È stanco, Leo, stremato, e pure preoccupato per le enormi beghe fiscali (e se è colpevole, giustissimo che paghi, altro che la storiella “non so nulla, firmo tutto quello che dice mio padre”). In crisi lui, sono venuti giù gli altri: Neymar, che tra l’altro si sta accapigliando col club perché vorrebbe giocare in estate sia Copa America sia Olimpiadi, Suarez e soprattutto i centrocampisti Rakitic- Busquets-Iniesta, allo stremo delle forze perché senza sostituti all’altezza.
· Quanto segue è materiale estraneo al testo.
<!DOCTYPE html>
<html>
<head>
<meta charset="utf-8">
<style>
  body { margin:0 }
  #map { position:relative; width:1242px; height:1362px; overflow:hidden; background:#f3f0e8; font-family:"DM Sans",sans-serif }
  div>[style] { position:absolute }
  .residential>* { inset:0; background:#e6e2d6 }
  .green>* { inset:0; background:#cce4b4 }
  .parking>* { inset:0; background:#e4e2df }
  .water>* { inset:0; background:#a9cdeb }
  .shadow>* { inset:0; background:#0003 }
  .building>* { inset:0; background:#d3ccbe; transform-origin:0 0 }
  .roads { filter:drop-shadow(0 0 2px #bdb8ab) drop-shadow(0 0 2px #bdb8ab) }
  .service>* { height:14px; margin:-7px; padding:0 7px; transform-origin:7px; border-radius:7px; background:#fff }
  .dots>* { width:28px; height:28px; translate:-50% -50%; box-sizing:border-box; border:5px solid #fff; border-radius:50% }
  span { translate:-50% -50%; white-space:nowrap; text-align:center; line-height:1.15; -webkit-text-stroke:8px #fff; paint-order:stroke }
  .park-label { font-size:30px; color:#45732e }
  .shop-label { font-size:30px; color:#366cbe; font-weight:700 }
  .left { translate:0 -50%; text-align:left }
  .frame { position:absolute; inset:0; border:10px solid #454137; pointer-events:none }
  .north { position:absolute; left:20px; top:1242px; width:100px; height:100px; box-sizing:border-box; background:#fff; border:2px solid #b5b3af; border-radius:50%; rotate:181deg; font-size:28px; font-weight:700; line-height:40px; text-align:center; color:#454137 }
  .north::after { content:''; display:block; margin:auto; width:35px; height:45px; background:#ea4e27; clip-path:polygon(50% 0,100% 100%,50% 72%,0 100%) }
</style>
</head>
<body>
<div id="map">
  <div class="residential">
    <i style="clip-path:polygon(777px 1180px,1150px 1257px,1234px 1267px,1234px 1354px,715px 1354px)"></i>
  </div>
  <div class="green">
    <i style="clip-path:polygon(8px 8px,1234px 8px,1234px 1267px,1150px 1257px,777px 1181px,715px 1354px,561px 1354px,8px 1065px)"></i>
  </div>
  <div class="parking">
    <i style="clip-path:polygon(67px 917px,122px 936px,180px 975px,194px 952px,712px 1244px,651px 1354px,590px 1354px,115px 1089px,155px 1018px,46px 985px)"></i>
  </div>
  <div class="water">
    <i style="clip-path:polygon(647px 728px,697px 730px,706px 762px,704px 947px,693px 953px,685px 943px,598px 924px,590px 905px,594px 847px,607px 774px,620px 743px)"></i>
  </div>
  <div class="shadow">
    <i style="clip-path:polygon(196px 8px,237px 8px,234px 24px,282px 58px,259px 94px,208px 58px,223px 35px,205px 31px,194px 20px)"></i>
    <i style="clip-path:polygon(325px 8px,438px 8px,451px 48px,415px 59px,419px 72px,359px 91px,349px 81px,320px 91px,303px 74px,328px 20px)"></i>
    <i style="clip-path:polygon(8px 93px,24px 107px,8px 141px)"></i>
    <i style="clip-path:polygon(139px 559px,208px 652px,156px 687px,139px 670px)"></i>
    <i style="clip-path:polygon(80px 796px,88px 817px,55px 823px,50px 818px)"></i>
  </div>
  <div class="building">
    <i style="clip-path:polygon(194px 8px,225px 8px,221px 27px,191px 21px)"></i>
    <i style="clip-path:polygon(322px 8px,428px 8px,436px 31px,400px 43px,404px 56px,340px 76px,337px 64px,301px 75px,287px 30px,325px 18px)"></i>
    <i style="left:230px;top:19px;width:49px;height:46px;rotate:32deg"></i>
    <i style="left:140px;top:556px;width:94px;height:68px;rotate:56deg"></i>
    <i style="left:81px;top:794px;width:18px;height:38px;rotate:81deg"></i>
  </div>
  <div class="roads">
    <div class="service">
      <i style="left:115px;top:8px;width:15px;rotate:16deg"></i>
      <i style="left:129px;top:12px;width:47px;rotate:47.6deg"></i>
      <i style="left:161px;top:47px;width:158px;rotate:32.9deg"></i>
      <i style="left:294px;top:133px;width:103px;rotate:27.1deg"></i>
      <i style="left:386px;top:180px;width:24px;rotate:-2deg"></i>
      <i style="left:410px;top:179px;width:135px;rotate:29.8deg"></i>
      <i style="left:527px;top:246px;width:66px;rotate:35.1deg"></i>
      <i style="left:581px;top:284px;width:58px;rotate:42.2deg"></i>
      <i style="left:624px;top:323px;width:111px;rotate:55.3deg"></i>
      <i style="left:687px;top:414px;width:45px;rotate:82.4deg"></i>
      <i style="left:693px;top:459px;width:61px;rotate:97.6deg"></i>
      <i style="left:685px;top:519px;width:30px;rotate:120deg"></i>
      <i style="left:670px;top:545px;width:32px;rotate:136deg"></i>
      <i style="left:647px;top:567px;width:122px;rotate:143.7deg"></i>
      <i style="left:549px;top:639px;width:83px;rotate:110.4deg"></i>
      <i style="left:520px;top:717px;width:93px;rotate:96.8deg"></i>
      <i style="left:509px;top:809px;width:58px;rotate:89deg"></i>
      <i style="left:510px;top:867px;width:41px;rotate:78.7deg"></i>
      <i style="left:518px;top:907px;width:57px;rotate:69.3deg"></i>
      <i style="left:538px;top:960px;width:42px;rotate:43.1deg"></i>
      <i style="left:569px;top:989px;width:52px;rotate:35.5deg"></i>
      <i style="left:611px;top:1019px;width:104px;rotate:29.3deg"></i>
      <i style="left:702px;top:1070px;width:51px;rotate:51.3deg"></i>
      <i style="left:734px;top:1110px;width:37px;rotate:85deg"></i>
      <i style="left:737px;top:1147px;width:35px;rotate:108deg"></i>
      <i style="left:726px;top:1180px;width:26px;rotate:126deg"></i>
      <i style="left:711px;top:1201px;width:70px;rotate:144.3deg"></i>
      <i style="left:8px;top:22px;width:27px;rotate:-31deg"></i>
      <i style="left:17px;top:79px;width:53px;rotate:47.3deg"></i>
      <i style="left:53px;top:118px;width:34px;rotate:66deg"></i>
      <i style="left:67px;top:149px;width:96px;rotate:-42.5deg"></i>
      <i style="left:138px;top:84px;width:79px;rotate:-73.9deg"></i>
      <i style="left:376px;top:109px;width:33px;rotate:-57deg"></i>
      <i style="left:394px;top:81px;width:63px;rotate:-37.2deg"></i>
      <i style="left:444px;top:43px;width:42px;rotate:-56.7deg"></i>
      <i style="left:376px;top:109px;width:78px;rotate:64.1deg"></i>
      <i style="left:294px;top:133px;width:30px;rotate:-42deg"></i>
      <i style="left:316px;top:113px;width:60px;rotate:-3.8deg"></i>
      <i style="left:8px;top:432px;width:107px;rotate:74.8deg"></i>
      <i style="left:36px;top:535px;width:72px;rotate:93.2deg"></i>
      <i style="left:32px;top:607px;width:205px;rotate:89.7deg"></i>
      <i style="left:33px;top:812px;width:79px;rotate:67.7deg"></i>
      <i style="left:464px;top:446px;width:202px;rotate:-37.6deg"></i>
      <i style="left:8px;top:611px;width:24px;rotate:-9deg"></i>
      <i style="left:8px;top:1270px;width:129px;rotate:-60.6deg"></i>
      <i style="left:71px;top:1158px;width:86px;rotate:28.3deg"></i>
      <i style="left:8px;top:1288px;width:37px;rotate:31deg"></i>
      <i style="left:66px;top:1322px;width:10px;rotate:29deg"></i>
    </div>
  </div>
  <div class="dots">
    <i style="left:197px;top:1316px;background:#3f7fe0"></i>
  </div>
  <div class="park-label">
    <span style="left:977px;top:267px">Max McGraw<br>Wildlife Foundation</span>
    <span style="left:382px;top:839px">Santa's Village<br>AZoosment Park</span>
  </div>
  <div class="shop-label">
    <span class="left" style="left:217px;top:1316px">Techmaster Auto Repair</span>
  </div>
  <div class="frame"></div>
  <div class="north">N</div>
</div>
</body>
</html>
Il tutto che espone e denuda la difesa, dove comunque le intemperanze extracalcistiche di Piqué e Dani Alves, due che da mesi prendono in giro gli avversari e il mondo intero con atteggiamenti e cinguettii da scuola elementare, non sono passate inosservate. Intanto, per il centrocampo del futuro, il club starebbe muovendo su Marco Verratti: c’è una grossa offerta formulata al Psg, si parla di 60 milioni.
Come in ogni crisi tecnica, ora il più esposto è l’allenatore. Luis Enrique è sotto accusa perché la squadra ha perso brillantezza e condizione, mentre i tre fenomeni del tridente, pur stremati, continuano a non poter essere sostituiti, sennò se la prendono, e questo è un vecchio problema per Luis Enrique, che non è granché padrone a casa sua. Pare che il problema principale sia di natura psicologica, e chissà in che modo verrà affrontato. Uno psicologo al Barcellona c’è, ma per seguire e consigliare l’allenatore, non i giocatori.
E c’è assoluto bisogno dei suoi consigli a Luis Enrique. Non nuovo a rispostacce maleducate, l’asturiano domenica notte ha maltrattato un giornalista di nome Victor Malo, che gli aveva solo chiesto: «C’è un problema atletico per spiegare queste prestazioni? ». Luis Enrique, gelido: «Come è il cognome? Malo? (in spagnolo vuol dire cattivo, sbagliato, ndr) Esatto! Prossima domanda? ». È proprio una brutta crisi, e affrontarla all’improvviso, da ex campioni di tutto, deve fare un pessimo effetto. Straniante, allucinante: ma cosa ci facciamo qui?